How do the parents of the Sandy Hook children tie their shoes every morning, pour their coffee, go to work, pay bills, make dinner, make love, decorate their homes for the holidays? How do they make plans?
What does it mean to have lived through the last decade in my small town of white steepled churches and a great high school, the largest library book sale in New England, of mostly centrist Democrats and Republicans and Independents who coexist together relatively nicely? How do the parents of the Sandy Hook children tie their shoes every morning, pour their coffee, go to work, pay bills, make dinner, make love, decorate their homes for the holidays? How do they make plans? How do they exist in that banal mundanity of the day-to-day, when that world has failed them despite their having done everything right: love, work, savings, children, busy schedules of music and sports, maybe church or synagogue or a visit to the mosque or the temple once a week, visit grandma on the weekend, play with the new puppy.
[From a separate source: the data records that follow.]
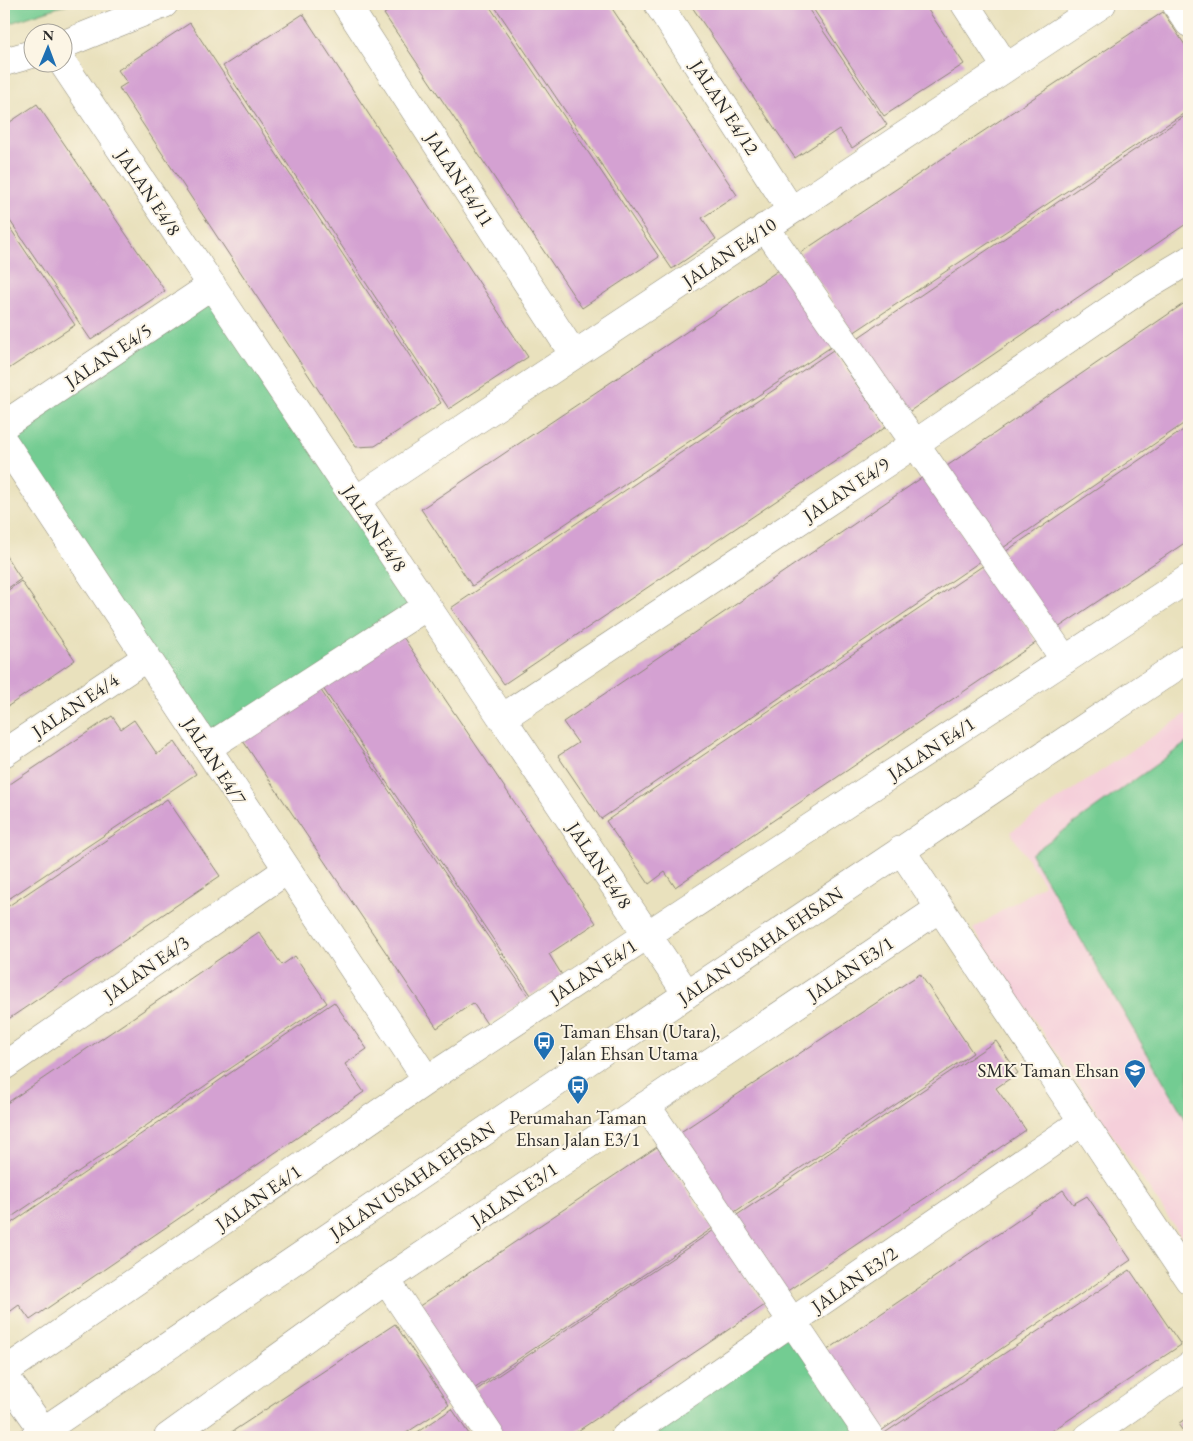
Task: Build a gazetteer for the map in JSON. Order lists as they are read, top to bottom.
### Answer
{
  "streets": {
    "street": [
      "JALAN E4/12",
      "JALAN E4/11",
      "JALAN E4/8",
      "JALAN E4/10",
      "JALAN E4/5",
      "JALAN E4/9",
      "JALAN E4/4",
      "JALAN E4/1",
      "JALAN E4/7",
      "JALAN USAHA EHSAN",
      "JALAN E4/3",
      "JALAN E3/1",
      "JALAN E3/2"
    ]
  },
  "crossings": [
    ["JALAN E4/12", "JALAN E4/10"],
    ["JALAN E4/11", "JALAN E4/10"],
    ["JALAN E4/8", "JALAN E4/10"],
    ["JALAN E4/8", "JALAN E4/5"],
    ["JALAN E4/8", "JALAN E4/9"],
    ["JALAN E4/8", "JALAN E4/1"],
    ["JALAN E4/8", "JALAN USAHA EHSAN"],
    ["JALAN E4/4", "JALAN E4/7"],
    ["JALAN E4/1", "JALAN E4/7"],
    ["JALAN E4/7", "JALAN E4/3"]
  ],
  "places": {
    "bus stop": ["Taman Ehsan (Utara), Jalan Ehsan Utama", "Perumahan Taman Ehsan Jalan E3/1"],
    "school or university": ["SMK Taman Ehsan"]
  },
  "north": "top"
}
If we play by the rules, then we and our children are safe. This is what I was taught in my early days by people who lived through an early 20th century pandemic, two World Wars, a Depression, a Holocaust. I grew up in Queens New York in the seventies, and was no stranger to gun violence: by the time I was fifteen, Son of Sam had ravaged my community. A high school friend was parking with her boyfriend one night and he was shot through the window of his car. My neighbor’s husband was murdered in the garage underneath our building. My father carried a pistol in a shoulder holster every night when he walked the dog; more than once, in my darkest teenage days, I considered the possibilities. My mother’s best friend’s son, heroin addicted for years, took his own life in his childhood bedroom across the street from mine, amidst his green plastic toy soldiers and his Beatles 45s. Guns are not new in my life, or in the world. But when children are murdered —- over and over and over and over; and let’s tell the truth here; they have been murdered in inner cities for years —- and the world responds with a head shake and a sigh, the world is, in fact, no longer the same.
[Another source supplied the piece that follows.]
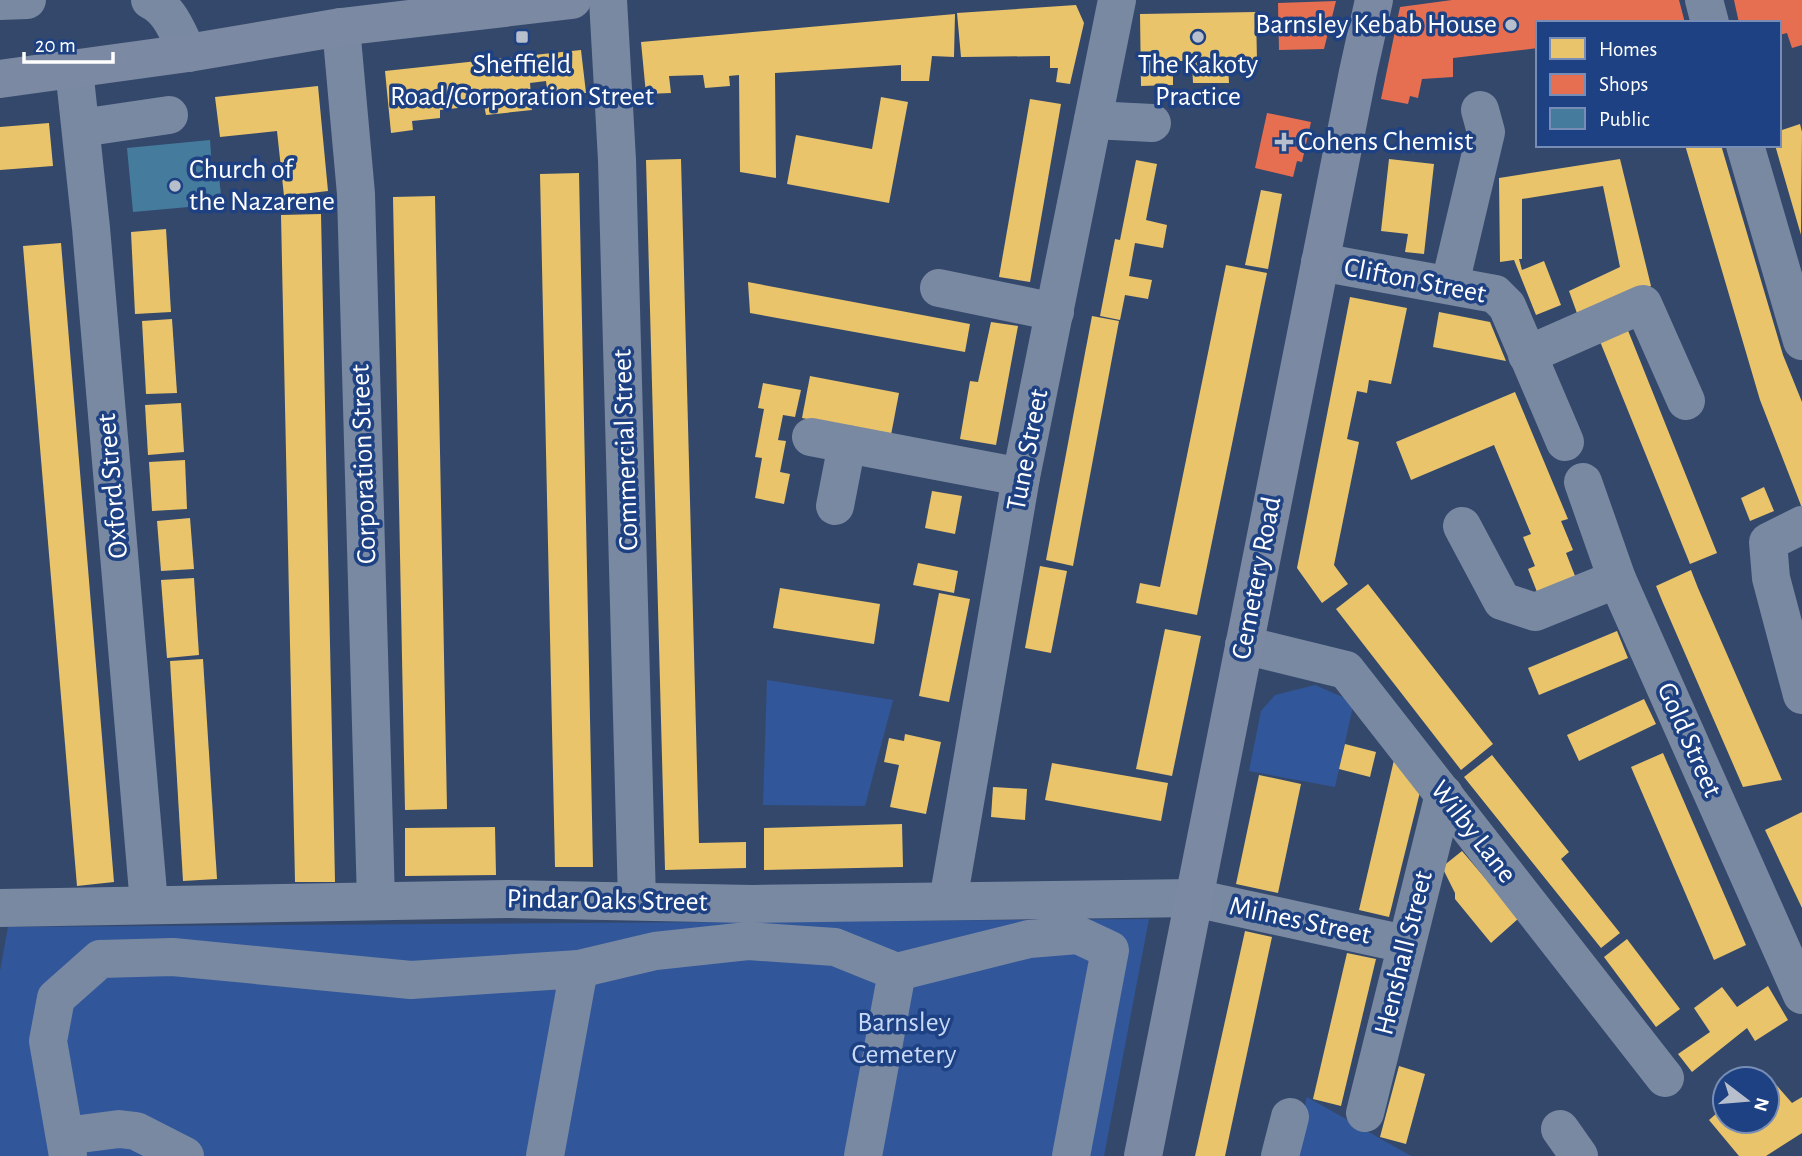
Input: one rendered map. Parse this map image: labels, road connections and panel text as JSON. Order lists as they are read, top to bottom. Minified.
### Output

I was forty-nine that day ten years ago in 2012, when we lost the better angels of both our town and our nature; when our relationships to and about each other shifted and the lights darkened and dimmed. At fifty-nine, I still look for the beauty everywhere, for the grace and the applied phfumphiology, not because I’m delusional but because, as Frankl said, I can’t change anything about horror but my own response to it. I will never stop searching for the goodness and the beauty, even as December 14th looms and I light another candle in memory of my neighbors.